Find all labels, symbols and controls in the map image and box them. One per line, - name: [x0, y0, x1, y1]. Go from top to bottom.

####################

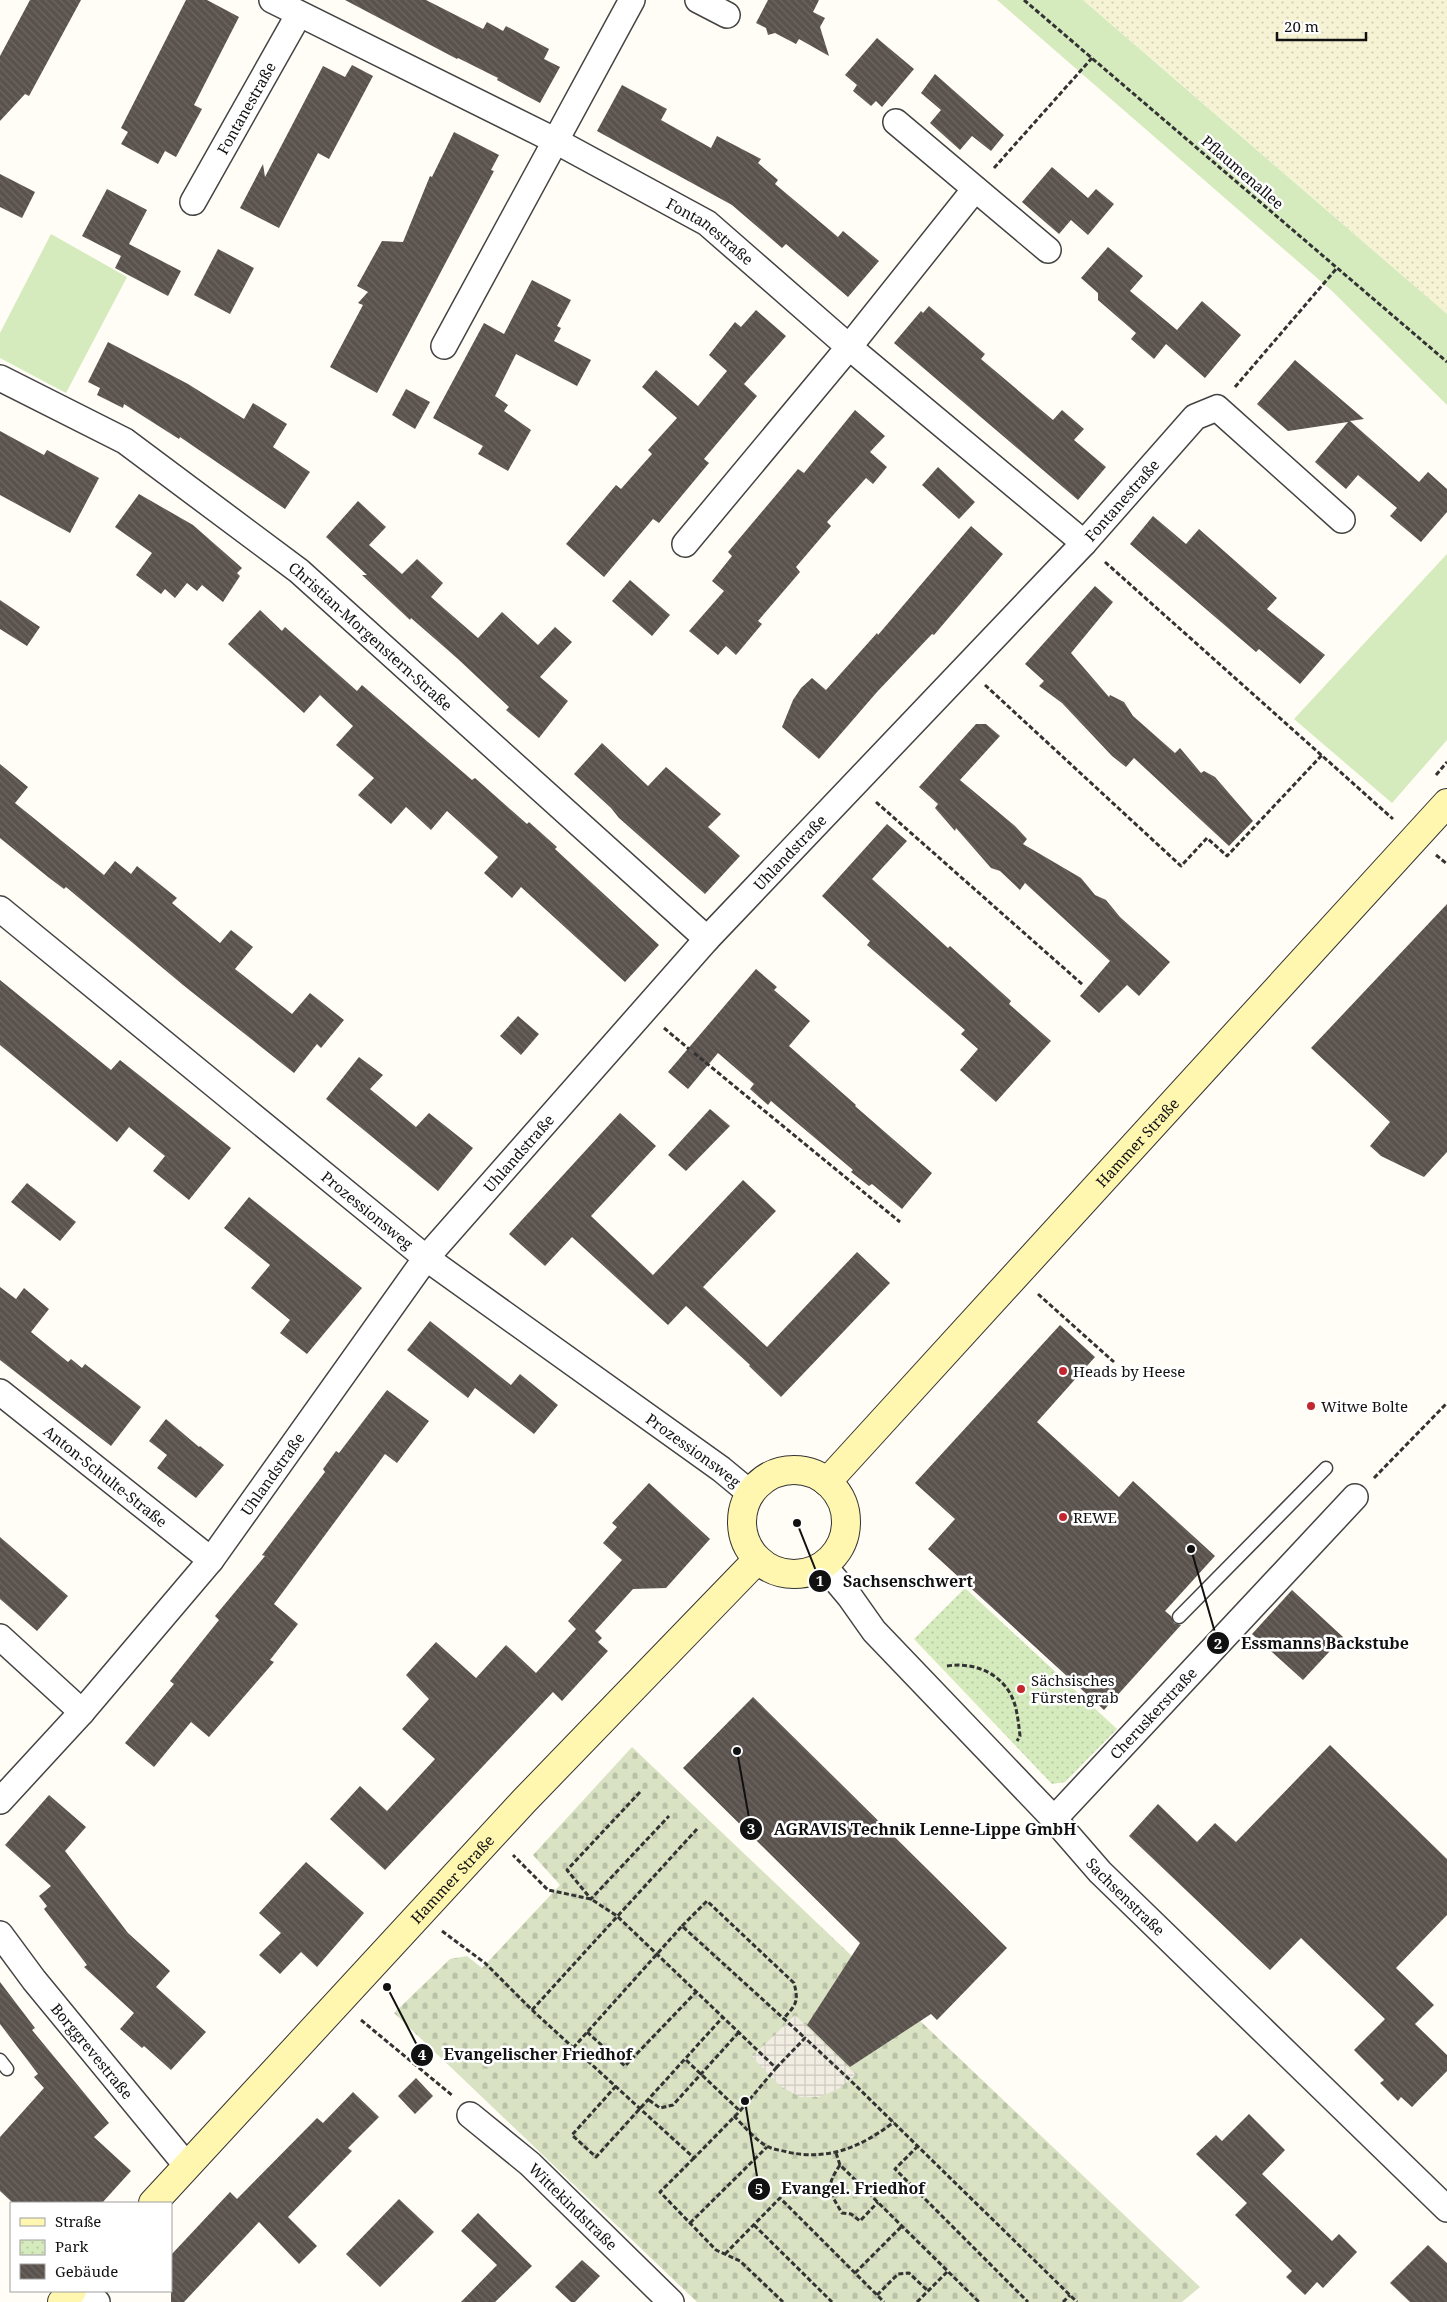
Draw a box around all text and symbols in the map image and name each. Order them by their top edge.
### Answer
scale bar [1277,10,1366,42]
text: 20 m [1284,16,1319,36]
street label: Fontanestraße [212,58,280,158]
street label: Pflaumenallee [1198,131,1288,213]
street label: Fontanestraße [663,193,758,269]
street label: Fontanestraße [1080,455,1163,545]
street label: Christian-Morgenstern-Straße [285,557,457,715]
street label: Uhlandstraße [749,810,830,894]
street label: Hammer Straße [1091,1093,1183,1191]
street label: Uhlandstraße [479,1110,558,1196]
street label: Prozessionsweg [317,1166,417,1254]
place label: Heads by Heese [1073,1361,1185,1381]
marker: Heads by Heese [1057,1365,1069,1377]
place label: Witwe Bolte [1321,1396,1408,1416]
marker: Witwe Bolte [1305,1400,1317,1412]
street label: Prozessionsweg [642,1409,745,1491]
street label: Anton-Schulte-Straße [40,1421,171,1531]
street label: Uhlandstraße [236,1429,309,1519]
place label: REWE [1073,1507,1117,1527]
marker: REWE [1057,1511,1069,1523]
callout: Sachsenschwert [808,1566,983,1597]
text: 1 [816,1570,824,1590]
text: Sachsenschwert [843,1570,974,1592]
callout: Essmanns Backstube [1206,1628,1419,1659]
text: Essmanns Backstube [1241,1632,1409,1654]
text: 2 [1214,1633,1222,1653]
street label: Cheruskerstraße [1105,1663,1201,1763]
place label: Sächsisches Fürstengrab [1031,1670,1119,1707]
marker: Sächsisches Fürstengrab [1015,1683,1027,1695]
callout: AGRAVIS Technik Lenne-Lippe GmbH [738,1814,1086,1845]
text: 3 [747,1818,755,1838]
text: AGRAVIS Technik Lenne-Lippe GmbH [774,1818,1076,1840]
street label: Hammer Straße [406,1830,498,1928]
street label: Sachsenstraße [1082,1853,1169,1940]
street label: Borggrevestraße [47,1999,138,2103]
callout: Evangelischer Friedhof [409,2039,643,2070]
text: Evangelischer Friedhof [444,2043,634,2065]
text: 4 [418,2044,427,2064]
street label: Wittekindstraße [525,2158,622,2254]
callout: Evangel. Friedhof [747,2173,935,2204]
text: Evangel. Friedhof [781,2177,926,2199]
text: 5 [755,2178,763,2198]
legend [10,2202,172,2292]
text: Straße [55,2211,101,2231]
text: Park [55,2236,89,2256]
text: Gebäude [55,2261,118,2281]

####################

=== EXERCISE DIRECTIONS ===
State the number of lines in the preceding data that contain the word "name", and nothing besides.

=== RESULT BELOW ===
2